_EXERCISE DATA:_
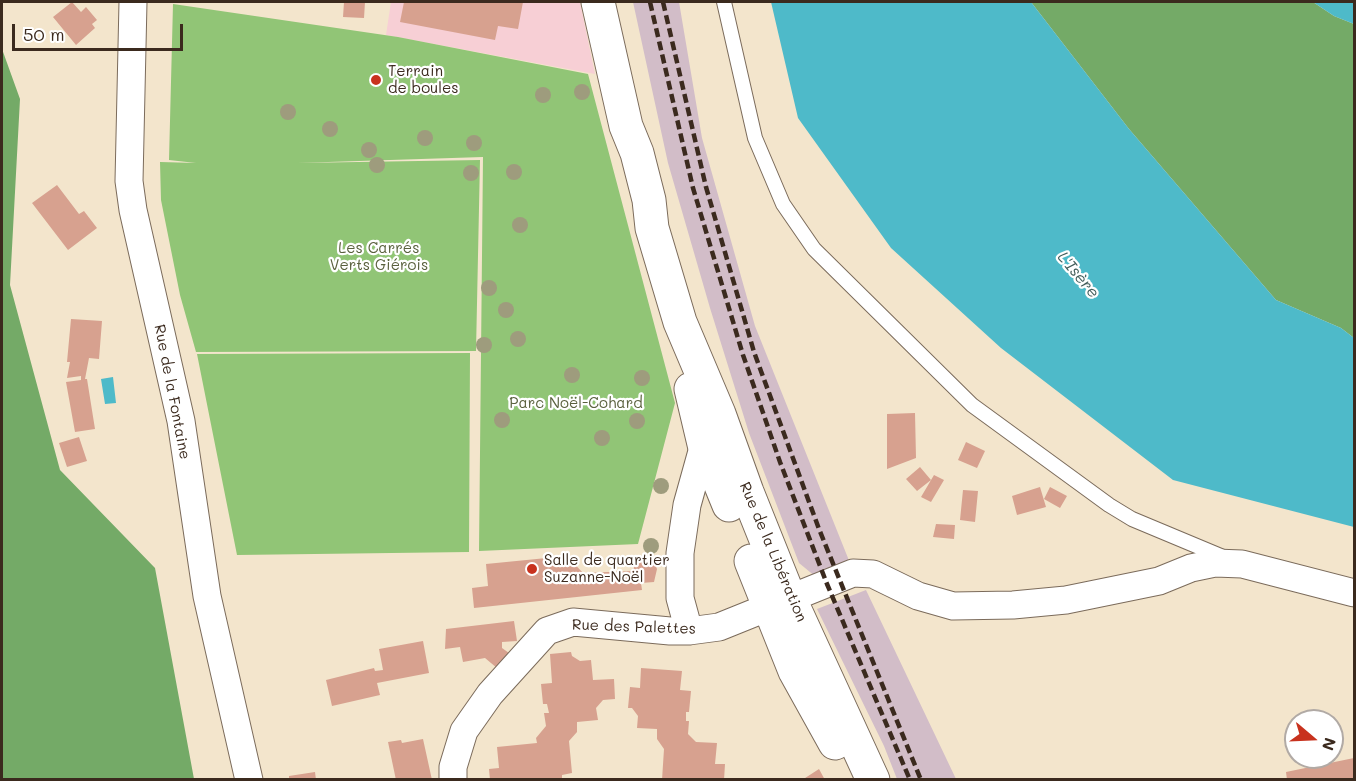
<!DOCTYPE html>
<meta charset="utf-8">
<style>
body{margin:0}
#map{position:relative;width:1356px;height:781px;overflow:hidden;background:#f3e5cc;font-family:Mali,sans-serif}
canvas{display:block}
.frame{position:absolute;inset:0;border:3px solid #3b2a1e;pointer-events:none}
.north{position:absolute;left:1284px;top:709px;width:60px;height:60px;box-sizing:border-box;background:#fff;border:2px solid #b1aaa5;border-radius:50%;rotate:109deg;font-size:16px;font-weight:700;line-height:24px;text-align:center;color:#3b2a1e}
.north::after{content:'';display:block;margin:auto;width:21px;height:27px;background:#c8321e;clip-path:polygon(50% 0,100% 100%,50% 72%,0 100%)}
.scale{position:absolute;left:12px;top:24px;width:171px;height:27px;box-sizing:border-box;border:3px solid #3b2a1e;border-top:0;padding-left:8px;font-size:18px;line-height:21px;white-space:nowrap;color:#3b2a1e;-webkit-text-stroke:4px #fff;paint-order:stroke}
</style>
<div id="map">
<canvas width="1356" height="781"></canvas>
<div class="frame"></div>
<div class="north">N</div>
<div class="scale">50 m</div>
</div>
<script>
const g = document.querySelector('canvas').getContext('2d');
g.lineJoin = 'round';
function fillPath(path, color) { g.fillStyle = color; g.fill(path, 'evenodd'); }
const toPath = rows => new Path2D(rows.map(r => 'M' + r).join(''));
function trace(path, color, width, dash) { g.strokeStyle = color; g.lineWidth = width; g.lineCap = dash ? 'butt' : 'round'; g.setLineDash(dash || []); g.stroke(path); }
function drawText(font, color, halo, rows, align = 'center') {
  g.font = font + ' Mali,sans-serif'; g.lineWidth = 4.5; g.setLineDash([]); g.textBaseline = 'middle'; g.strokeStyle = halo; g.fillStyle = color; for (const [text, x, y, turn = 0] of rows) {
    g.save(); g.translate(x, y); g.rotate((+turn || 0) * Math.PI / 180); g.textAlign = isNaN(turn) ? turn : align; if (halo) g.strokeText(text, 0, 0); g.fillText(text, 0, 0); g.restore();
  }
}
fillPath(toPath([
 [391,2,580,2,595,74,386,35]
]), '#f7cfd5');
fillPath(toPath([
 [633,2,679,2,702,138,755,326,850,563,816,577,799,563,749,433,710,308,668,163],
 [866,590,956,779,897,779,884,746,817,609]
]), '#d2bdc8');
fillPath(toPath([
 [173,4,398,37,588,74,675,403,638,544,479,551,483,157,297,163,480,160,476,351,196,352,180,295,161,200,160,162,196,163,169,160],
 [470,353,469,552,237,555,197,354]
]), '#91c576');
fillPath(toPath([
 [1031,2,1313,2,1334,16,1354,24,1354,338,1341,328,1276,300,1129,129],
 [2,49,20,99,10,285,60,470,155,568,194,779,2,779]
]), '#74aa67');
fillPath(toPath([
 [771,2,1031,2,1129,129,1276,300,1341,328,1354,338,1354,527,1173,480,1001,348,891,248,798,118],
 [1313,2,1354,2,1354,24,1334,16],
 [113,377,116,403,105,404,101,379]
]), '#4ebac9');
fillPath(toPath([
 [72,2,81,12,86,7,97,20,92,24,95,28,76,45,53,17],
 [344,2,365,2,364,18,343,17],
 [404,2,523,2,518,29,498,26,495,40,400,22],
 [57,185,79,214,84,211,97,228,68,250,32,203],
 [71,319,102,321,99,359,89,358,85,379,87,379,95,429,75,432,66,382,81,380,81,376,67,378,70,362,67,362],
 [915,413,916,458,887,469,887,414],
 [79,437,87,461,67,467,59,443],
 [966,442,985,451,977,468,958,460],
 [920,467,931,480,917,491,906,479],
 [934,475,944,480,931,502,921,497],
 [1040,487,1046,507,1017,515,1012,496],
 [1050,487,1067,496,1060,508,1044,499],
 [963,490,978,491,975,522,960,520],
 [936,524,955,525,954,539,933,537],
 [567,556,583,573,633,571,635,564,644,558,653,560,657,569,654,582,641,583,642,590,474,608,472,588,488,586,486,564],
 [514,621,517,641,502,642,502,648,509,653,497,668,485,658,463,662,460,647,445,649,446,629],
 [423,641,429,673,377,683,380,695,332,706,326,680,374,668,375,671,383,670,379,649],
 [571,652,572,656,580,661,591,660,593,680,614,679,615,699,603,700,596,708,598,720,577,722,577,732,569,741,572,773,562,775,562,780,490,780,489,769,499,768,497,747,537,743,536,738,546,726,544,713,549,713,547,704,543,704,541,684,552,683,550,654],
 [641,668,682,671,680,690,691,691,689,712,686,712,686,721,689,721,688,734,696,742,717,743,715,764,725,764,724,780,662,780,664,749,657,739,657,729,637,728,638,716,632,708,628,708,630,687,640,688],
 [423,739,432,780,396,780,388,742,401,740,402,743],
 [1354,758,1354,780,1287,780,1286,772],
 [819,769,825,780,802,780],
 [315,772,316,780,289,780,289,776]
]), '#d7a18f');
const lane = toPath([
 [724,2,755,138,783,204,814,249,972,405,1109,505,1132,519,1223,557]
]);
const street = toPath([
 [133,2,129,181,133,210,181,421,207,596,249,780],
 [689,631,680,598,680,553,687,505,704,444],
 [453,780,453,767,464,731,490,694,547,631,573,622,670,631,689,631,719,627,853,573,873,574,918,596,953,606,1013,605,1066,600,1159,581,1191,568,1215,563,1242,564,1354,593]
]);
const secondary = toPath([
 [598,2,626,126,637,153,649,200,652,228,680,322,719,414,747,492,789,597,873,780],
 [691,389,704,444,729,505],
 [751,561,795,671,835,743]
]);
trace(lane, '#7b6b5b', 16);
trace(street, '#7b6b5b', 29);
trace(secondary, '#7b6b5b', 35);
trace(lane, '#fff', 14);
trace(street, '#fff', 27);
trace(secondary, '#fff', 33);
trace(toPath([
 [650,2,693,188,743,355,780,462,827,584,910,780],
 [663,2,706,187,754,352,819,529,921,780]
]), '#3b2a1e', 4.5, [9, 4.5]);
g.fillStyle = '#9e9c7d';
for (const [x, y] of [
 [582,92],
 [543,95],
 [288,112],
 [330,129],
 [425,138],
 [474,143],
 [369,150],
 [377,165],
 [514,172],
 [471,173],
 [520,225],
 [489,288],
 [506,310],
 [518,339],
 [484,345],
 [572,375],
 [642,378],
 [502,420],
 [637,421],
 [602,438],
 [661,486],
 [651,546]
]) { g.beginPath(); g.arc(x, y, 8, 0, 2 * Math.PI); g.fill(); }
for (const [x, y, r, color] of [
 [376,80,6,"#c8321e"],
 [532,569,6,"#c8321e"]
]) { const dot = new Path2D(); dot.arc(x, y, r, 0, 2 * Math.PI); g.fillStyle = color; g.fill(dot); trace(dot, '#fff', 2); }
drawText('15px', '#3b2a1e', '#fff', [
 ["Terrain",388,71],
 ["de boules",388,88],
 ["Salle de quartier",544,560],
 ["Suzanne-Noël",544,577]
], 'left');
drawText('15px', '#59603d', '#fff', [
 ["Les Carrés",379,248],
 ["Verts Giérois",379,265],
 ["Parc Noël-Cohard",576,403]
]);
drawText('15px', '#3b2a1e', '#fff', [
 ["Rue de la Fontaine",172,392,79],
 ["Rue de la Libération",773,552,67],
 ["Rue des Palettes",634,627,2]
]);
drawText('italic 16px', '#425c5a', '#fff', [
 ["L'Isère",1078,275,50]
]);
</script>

_THE TASK:_
Taking the material above, extract exactly and only the lines from the line with "[751,561,795,671,835,743]" to the line with "[663,2,706,187,754,352,819,529,921,780]", inclusive of both.

_ANSWER BOX:_
 [751,561,795,671,835,743]
]);
trace(lane, '#7b6b5b', 16);
trace(street, '#7b6b5b', 29);
trace(secondary, '#7b6b5b', 35);
trace(lane, '#fff', 14);
trace(street, '#fff', 27);
trace(secondary, '#fff', 33);
trace(toPath([
 [650,2,693,188,743,355,780,462,827,584,910,780],
 [663,2,706,187,754,352,819,529,921,780]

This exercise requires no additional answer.